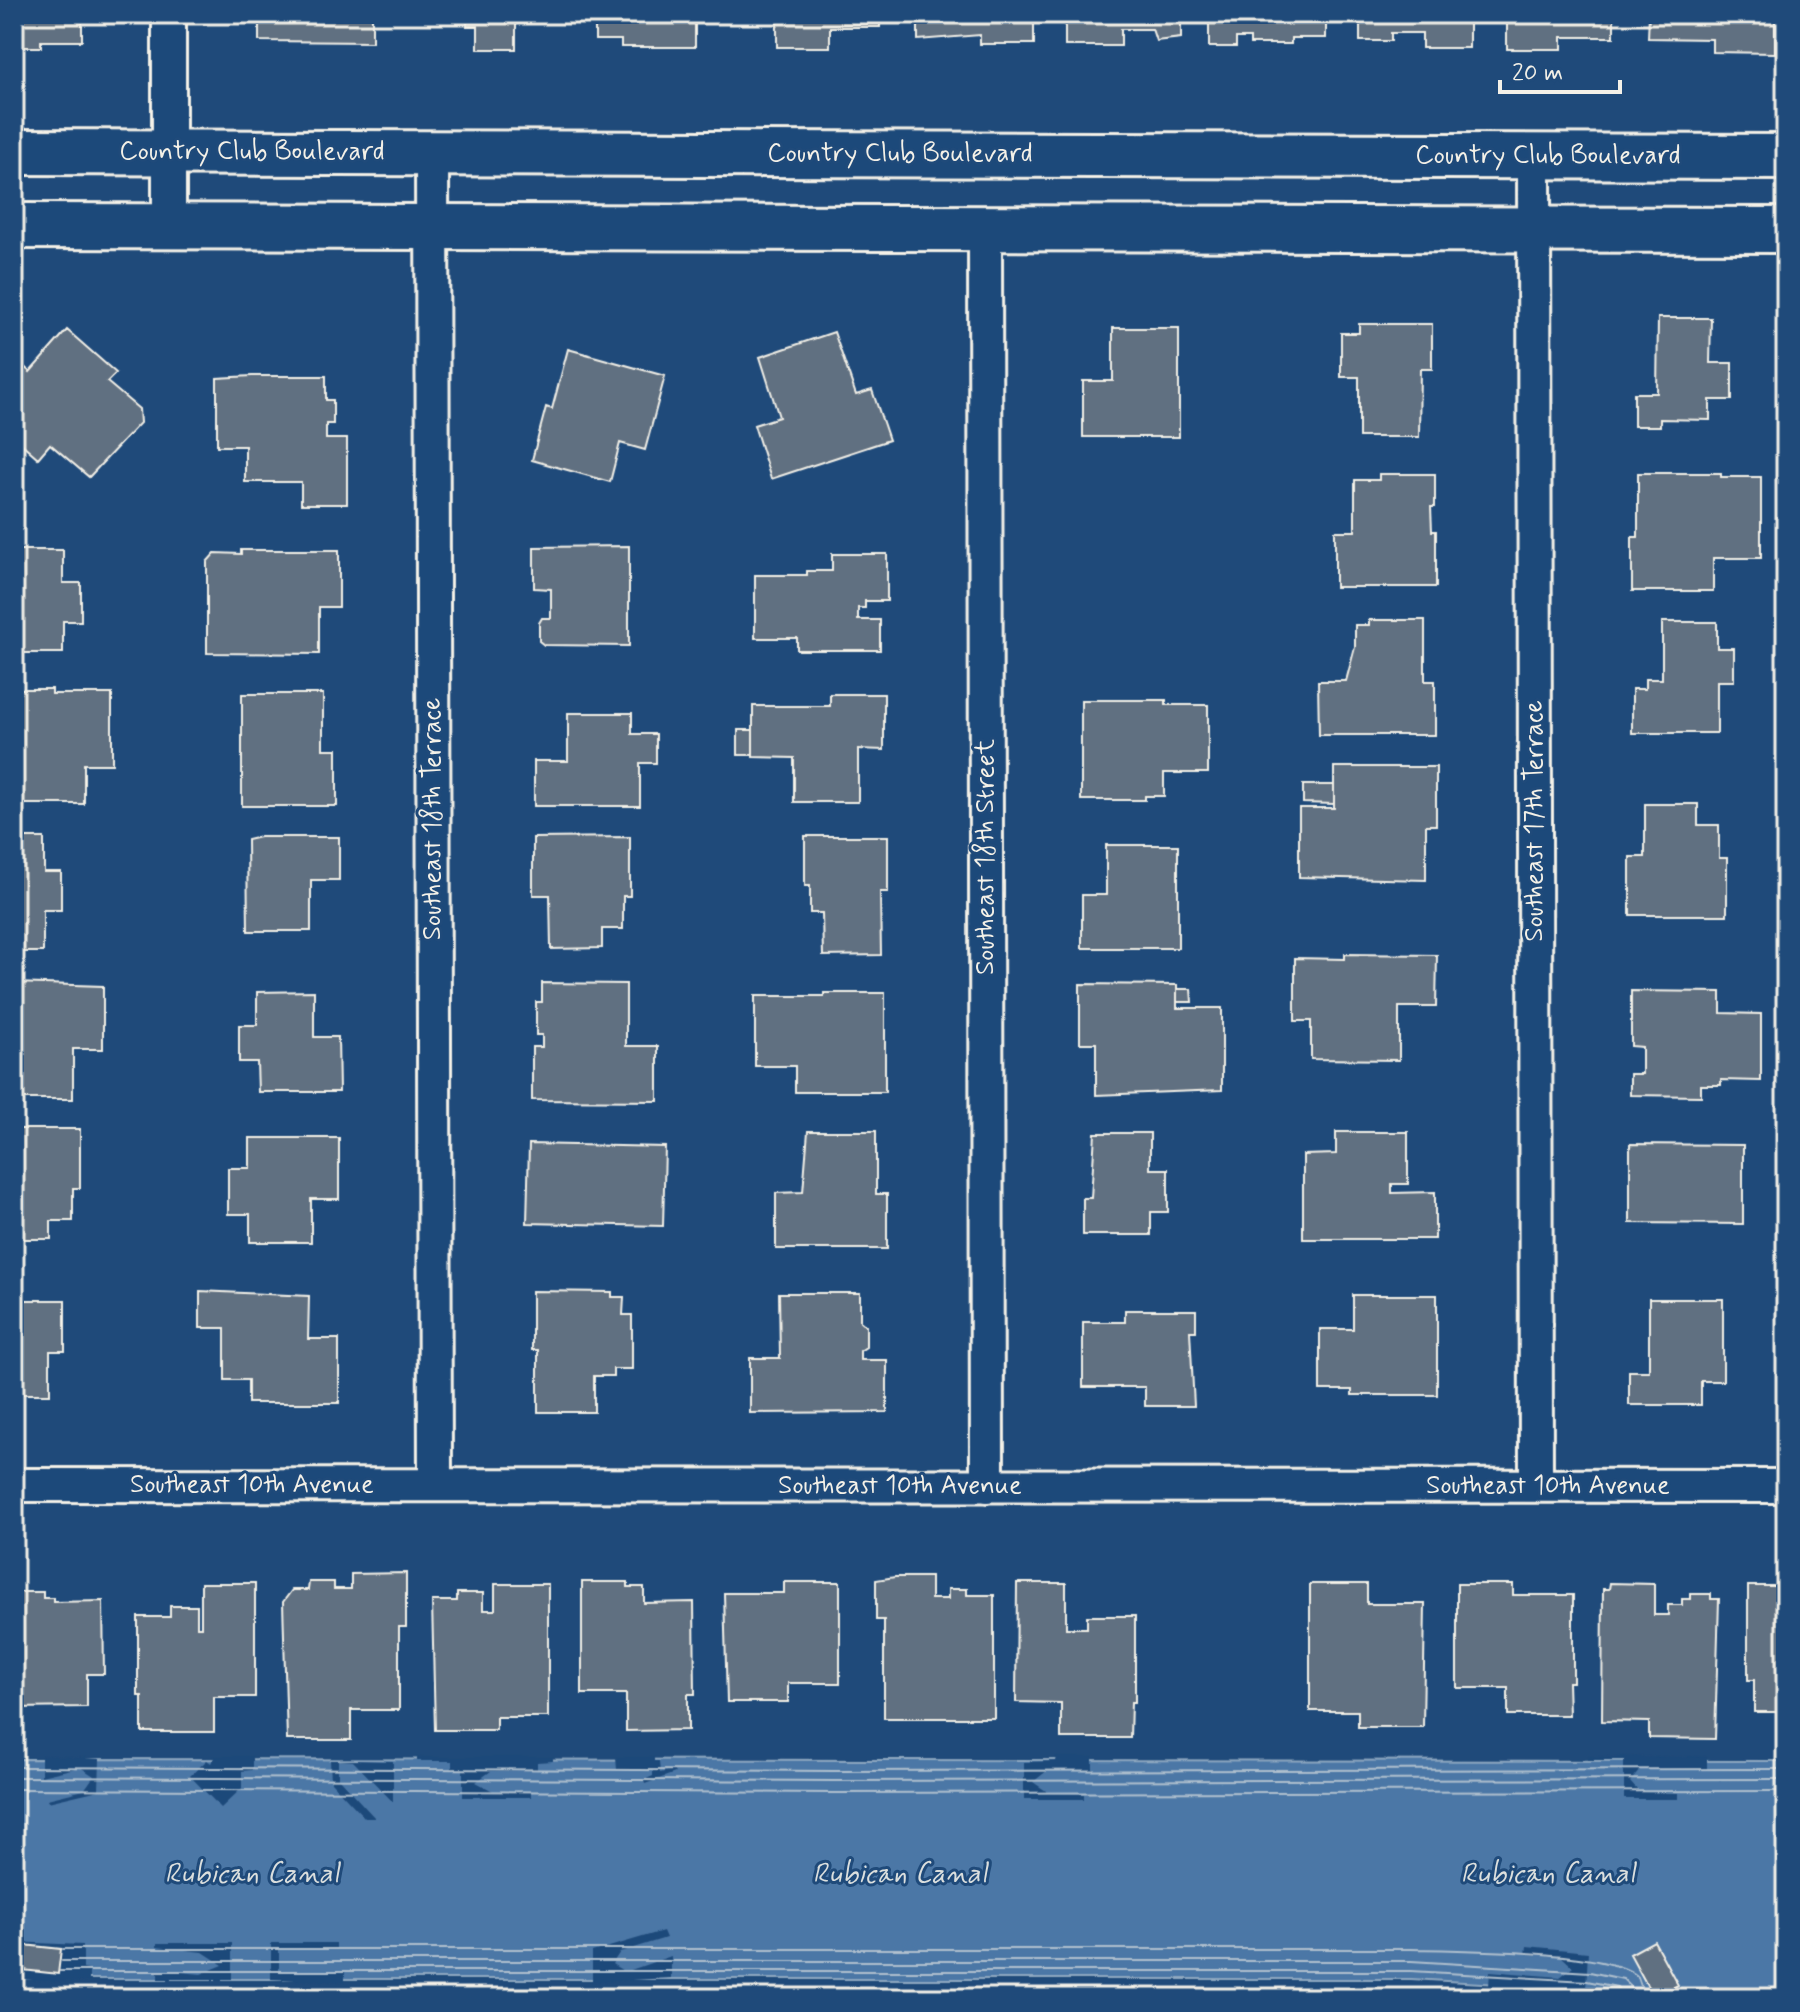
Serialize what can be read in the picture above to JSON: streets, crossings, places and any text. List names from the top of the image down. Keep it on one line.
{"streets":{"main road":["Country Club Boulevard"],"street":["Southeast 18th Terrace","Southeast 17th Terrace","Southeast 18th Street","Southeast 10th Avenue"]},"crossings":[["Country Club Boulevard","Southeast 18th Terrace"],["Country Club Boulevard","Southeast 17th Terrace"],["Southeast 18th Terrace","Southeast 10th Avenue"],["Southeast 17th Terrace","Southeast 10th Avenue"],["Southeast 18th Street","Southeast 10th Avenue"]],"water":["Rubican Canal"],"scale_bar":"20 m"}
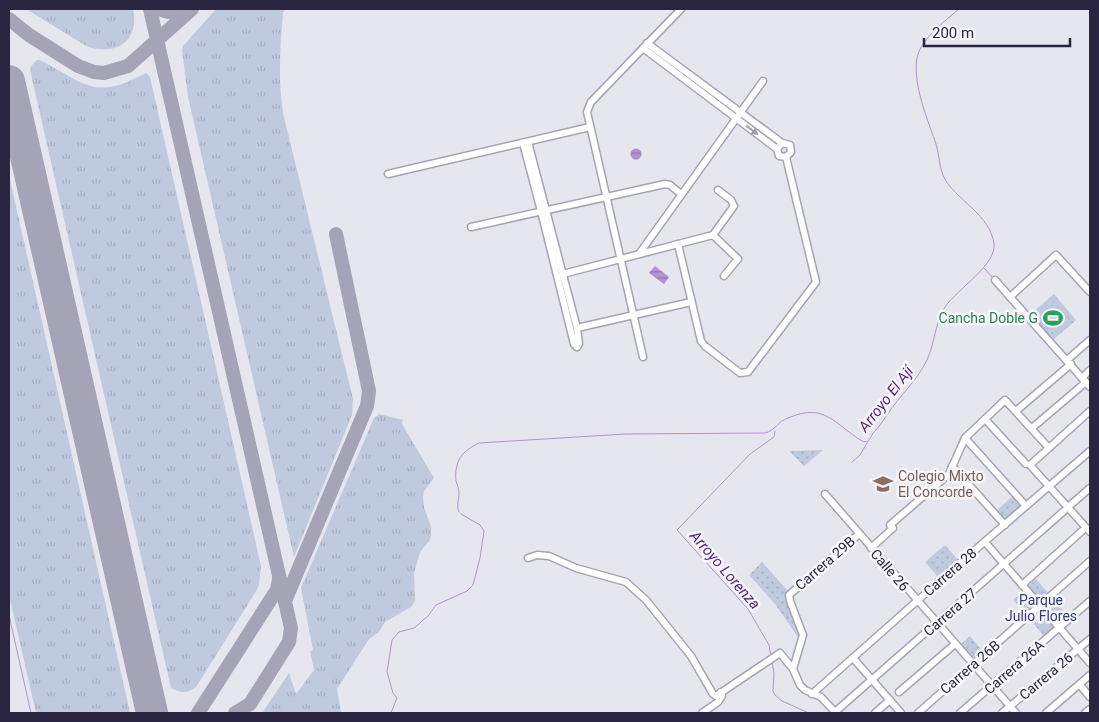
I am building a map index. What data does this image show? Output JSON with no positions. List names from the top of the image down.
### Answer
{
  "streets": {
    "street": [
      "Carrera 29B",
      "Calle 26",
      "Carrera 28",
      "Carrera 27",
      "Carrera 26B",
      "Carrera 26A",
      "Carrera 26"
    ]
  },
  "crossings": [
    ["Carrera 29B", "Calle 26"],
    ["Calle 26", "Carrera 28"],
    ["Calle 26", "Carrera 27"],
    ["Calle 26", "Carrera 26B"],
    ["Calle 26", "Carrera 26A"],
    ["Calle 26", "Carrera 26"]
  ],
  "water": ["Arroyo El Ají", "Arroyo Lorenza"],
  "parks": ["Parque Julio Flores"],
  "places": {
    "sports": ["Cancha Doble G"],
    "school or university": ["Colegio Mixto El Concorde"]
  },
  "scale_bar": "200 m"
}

· · ·

▶ Task prompt
Take the material above from its first line through the line holding "I am building" and set it down exactly, without the pictures.

▶ Output below
Serialize what can be read in the picture above to JSON: streets, crossings, places and any text. List names from the top of the image down. Keep it on one line.
{"streets":{"main road":["Country Club Boulevard"],"street":["Southeast 18th Terrace","Southeast 17th Terrace","Southeast 18th Street","Southeast 10th Avenue"]},"crossings":[["Country Club Boulevard","Southeast 18th Terrace"],["Country Club Boulevard","Southeast 17th Terrace"],["Southeast 18th Terrace","Southeast 10th Avenue"],["Southeast 17th Terrace","Southeast 10th Avenue"],["Southeast 18th Street","Southeast 10th Avenue"]],"water":["Rubican Canal"],"scale_bar":"20 m"}
I am building a map index. What data does this image show? Output JSON with no positions. List names from the top of the image down.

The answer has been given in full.